Excerpts from a dataset
────────────────────

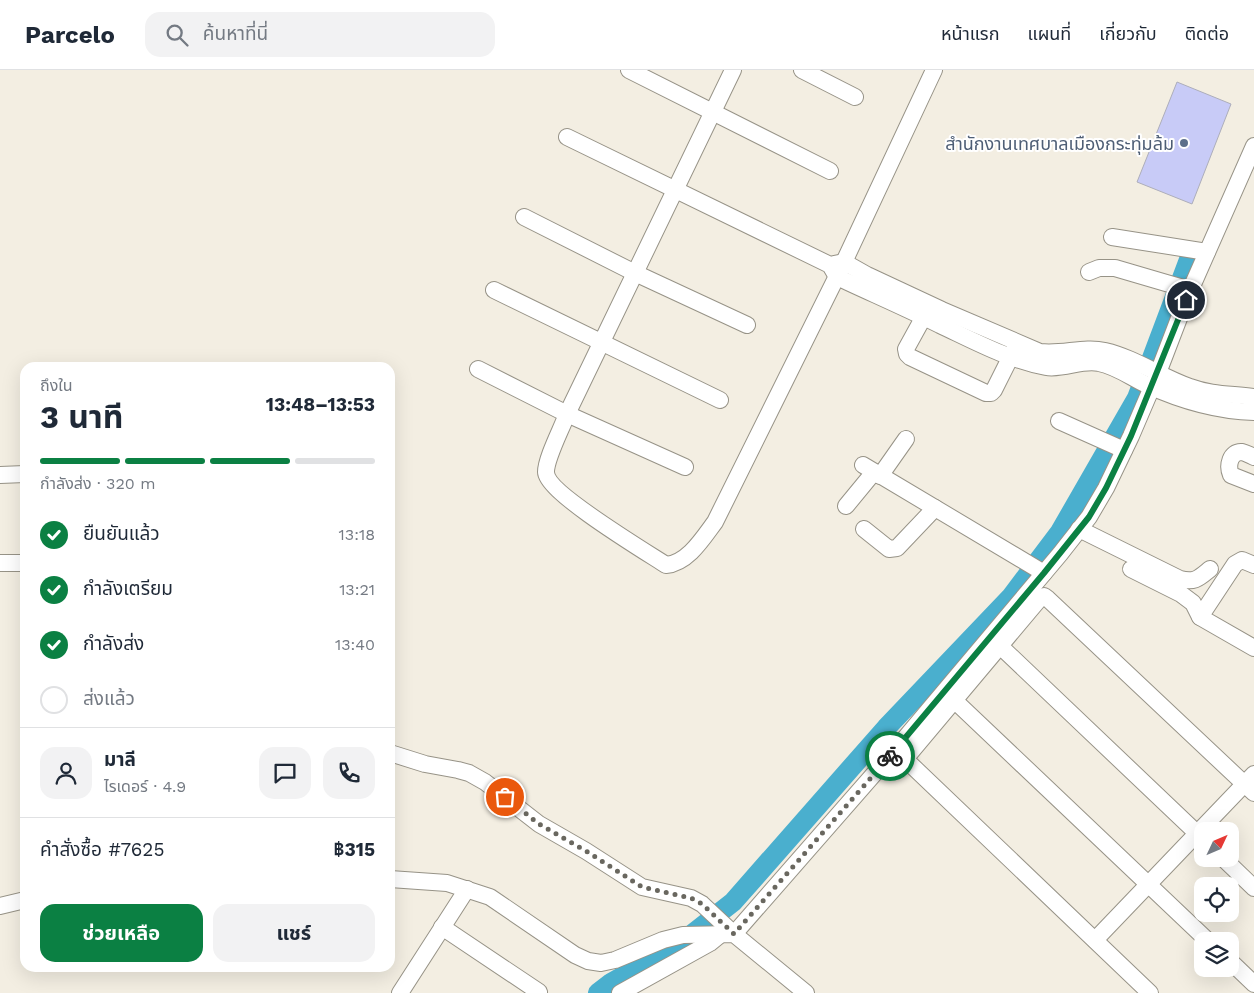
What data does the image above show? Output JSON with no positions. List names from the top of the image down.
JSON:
{
  "places": ["สำนักงานเทศบาลเมืองกระทุ่มล้ม"],
  "north": "top right",
  "page": {
    "header": "Parcelo",
    "search": "ค้นหาที่นี่",
    "nav": [
      "หน้าแรก",
      "แผนที่",
      "เกี่ยวกับ",
      "ติดต่อ"
    ],
    "heading": ["3 นาที", "ถึงใน", "13:48–13:53"],
    "panel": [
      "มาลี",
      "ไรเดอร์ · 4.9",
      "คำสั่งซื้อ #7625",
      "฿315"
    ],
    "bar": "กำลังส่ง · 320 m",
    "list": [
      ["ยืนยันแล้ว", "13:18"],
      ["กำลังเตรียม", "13:21"],
      ["กำลังส่ง", "13:40"],
      "ส่งแล้ว"
    ],
    "buttons": ["ช่วยเหลือ", "แชร์"]
  }
}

────────────────────

▶ Directions
For every entry above, write it out exactly and remove any image.

▶ Exercise answer
What data does the image above show? Output JSON with no positions. List names from the top of the image down.
JSON:
{
  "places": ["สำนักงานเทศบาลเมืองกระทุ่มล้ม"],
  "north": "top right",
  "page": {
    "header": "Parcelo",
    "search": "ค้นหาที่นี่",
    "nav": [
      "หน้าแรก",
      "แผนที่",
      "เกี่ยวกับ",
      "ติดต่อ"
    ],
    "heading": ["3 นาที", "ถึงใน", "13:48–13:53"],
    "panel": [
      "มาลี",
      "ไรเดอร์ · 4.9",
      "คำสั่งซื้อ #7625",
      "฿315"
    ],
    "bar": "กำลังส่ง · 320 m",
    "list": [
      ["ยืนยันแล้ว", "13:18"],
      ["กำลังเตรียม", "13:21"],
      ["กำลังส่ง", "13:40"],
      "ส่งแล้ว"
    ],
    "buttons": ["ช่วยเหลือ", "แชร์"]
  }
}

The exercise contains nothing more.